In fact, by this seventh season Sally knows more of Don’s secrets than anyone else–anyone but Don himself, at least. She knows about Dick Whitman, she knows about Don’s affair with Sylvia, and now she knows that he’s been forced out at SC&P, and why. The moment where he opens up to her about what happened in the Hershey meeting is like a sledge hammer hitting the brick wall between them: it’s not going to knock the whole thing down, but it’ll let a little light through. It’s at least enough to get Sally to eat something.
It would be ludicrous to claim that Mad Men has any single central story, but one of its strongest throughlines over its run has been Sally’s coming of age. She’s wise beyond her years, yes, but she’s not all grown up yet. She doesn’t know how to dress for a funeral, can still be a little intimidated and dazzled by her father’s suggestion that they skip out on their restaurant bill. Sally is a kid who has seen too much, perhaps television’s most solid example of Philip Larkin’s “This Must Be the Verse,” but she’s not as worldly as she sometimes seems. Much like her father, she knows how to put on an act.
Don thinks his image is all he has left, the facade of Don Draper: Ad Man, but all he really needs to get through to Sally is a little bit of honesty.

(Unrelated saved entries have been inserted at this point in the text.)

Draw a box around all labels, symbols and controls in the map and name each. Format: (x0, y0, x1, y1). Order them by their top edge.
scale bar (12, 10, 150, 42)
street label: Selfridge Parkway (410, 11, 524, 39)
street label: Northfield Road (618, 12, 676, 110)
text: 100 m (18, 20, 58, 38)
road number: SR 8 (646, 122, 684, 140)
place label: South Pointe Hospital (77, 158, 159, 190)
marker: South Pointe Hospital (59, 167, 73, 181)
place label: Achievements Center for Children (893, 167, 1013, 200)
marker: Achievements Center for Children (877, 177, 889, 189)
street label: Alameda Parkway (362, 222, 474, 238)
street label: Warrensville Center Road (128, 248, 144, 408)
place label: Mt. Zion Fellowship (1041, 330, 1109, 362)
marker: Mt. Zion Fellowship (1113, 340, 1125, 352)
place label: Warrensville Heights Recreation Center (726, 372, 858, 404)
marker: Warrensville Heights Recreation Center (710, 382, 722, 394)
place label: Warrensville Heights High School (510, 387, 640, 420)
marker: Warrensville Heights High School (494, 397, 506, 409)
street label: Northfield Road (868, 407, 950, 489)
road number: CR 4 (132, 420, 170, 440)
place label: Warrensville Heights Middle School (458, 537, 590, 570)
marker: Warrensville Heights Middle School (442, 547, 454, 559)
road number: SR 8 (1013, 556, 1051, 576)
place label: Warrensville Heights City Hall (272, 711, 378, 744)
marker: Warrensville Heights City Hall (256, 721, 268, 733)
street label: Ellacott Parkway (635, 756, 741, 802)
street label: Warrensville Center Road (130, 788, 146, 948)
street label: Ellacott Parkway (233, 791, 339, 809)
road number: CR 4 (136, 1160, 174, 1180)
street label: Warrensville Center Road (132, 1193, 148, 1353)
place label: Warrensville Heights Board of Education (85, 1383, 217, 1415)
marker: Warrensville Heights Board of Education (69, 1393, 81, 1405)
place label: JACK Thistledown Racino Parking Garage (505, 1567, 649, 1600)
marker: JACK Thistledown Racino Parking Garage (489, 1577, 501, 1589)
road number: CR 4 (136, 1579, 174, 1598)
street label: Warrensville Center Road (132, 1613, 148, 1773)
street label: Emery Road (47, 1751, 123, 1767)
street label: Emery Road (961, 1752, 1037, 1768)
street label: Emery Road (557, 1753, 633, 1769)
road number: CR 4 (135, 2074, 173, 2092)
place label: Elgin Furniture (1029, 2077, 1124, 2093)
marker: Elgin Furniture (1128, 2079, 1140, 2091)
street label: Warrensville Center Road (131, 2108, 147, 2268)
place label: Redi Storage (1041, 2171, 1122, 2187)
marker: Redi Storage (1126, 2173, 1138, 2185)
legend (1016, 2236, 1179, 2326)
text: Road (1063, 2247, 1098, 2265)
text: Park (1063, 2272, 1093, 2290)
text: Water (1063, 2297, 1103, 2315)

She may think it’s more embarrassing to catch him in a lie than it is to let him lie to her, but that doesn’t mean she’ll play dumb and go back to being Daddy’s Little Girl, and while her methods to get her dad to open up aren’t particularly sophisticated, they are effective. When Sally calls to check in, her friend Carol says, “at least the trip was worth it.” She’s talking about shopping, but Sally’s got more on her mind.
But Sally’s not the only one that gets something out of Don’s decision to open up, Sally gives something back. She eats a tuna melt, tells Don about the funeral, and, most importantly, uses her last moments with him to tell him she loves him, throwing the words at him as she’s jumping out of the car, like she’s scared to let them go.
This week’s closing moments were essentially the opposite of last week’s. We left Don alone again, sure, but rather than the self-pitying, lonely Don, out in the cold, trapped by his own lies, this week Don had hope, he had the capacity for redemption. He told the truth and Sally loves him, maybe she even loves him more. Maybe Don is finally learning that the truth can set him free.